Heat coconut oil in a large saucepan over medium heat. Once hot, add the onion and cook for 4 minutes or until translucent.
Add the garlic, ginger, and Serrano pepper.
Cook for 1 minute, then add the cilantro stems and curry powder. Cook for another minute.
Rinse the lentils briefly, then stir them in with the vegetable broth.
Cover the pan and bring to a simmer. Cook for 10 minutes, stirring occasionally.
Remove the lid and add the coconut milk and minced cilantro leaves. Cook for 5 minutes or until the lentils are tender and the sauce has thickened.
Season with salt to taste and serve with rice, pickled onion, and extra cilantro. Enjoy!
Notes
Rinse your lentils before adding them to avoid a bitter taste in the red lentil curry.

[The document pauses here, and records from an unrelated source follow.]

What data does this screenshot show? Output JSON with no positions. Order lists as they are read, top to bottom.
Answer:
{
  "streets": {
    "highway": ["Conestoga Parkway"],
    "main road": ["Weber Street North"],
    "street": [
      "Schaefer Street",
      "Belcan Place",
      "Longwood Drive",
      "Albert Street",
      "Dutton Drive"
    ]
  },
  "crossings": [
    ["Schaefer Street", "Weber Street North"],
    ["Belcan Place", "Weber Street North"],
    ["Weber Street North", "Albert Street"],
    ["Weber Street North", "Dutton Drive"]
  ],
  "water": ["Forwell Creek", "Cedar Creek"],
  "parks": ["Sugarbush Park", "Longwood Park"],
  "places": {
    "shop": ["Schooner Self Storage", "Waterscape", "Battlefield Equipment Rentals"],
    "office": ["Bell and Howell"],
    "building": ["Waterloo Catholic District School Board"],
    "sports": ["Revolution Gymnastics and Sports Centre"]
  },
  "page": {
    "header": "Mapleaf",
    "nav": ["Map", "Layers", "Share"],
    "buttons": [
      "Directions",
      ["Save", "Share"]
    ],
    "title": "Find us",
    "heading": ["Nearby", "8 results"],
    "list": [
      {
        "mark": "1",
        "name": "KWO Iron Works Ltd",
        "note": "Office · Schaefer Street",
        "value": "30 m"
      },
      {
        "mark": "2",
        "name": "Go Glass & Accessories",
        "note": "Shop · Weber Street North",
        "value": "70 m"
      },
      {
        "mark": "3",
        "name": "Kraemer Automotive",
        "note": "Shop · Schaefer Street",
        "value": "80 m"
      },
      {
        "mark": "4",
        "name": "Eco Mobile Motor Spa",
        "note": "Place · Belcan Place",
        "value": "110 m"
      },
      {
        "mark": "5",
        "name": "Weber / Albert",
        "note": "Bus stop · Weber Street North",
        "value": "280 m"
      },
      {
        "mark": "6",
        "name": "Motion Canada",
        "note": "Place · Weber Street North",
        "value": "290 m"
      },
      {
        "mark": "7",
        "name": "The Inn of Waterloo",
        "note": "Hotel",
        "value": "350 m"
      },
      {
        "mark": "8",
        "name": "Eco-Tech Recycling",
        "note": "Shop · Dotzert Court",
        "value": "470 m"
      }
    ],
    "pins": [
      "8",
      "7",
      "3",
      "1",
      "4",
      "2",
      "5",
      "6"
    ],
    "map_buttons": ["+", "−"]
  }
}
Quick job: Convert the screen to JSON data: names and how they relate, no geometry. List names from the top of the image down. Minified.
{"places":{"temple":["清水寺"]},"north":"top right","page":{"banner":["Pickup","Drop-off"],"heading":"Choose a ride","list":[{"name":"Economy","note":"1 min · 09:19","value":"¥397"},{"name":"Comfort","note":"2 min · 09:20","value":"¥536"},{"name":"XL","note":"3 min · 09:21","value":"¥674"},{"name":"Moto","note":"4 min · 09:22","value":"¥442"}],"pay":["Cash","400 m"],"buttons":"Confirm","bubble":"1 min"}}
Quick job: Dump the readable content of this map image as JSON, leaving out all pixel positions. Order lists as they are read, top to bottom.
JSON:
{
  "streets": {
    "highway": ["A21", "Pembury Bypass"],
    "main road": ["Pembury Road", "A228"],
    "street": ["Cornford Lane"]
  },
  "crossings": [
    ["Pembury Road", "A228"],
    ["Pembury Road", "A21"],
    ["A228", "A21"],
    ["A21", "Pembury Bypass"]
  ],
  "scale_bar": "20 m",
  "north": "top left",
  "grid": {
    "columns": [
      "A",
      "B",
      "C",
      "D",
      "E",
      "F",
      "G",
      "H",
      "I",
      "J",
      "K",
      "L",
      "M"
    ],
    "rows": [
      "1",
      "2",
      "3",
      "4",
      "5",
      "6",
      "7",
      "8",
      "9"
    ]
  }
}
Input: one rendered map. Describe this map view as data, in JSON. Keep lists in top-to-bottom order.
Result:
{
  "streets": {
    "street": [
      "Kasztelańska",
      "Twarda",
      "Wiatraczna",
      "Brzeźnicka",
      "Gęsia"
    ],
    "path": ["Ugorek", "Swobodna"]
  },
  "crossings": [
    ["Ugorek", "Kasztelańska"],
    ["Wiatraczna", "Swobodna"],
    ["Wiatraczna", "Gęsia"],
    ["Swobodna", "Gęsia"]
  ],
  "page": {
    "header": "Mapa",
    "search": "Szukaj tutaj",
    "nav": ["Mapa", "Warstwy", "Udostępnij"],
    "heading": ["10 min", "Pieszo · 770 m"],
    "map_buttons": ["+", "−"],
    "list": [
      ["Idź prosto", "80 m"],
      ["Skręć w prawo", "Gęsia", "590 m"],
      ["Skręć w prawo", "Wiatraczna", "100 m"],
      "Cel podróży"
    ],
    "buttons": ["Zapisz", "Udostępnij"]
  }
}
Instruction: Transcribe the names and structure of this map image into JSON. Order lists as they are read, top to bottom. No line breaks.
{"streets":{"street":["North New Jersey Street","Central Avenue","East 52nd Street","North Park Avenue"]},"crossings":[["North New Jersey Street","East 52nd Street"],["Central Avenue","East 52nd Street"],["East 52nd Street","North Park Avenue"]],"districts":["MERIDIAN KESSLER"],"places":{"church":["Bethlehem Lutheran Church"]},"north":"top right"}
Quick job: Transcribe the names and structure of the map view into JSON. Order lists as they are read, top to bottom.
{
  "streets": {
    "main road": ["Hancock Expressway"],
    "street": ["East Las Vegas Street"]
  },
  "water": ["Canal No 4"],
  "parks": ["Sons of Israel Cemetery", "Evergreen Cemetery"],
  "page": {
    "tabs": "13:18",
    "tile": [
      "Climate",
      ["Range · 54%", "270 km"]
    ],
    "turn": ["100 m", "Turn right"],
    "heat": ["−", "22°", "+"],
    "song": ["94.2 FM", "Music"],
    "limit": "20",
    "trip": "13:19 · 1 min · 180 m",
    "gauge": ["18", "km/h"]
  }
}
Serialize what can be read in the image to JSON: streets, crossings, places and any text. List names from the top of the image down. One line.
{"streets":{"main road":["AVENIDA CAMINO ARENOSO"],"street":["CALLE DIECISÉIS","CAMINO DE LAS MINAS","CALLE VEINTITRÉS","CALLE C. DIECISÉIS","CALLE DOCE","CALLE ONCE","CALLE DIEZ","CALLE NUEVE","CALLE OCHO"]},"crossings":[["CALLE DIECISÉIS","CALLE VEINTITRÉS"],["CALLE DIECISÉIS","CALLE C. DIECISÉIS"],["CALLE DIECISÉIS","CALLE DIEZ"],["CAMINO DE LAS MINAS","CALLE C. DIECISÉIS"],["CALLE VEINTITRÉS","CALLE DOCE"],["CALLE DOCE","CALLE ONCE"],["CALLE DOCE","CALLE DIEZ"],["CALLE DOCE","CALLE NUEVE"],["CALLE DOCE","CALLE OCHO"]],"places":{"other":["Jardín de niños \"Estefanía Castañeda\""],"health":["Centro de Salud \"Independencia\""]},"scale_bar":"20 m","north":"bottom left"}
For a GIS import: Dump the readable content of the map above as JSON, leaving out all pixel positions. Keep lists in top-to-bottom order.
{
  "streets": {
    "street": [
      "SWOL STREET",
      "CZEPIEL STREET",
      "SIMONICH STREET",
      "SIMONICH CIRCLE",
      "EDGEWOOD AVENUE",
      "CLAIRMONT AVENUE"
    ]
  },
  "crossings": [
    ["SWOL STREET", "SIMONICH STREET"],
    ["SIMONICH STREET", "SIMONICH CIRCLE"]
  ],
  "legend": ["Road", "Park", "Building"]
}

If you want to reduce the fat content of this coconut and red lentil curry, substitute coconut milk with silken tofu whipped with a bit of coconut extract. You can also saute the onions in vegetable broth instead of coconut oil.
Prepare in advance by chopping and dicing the ingredients the day before. Store them in separate airtight containers in the fridge to keep them fresh.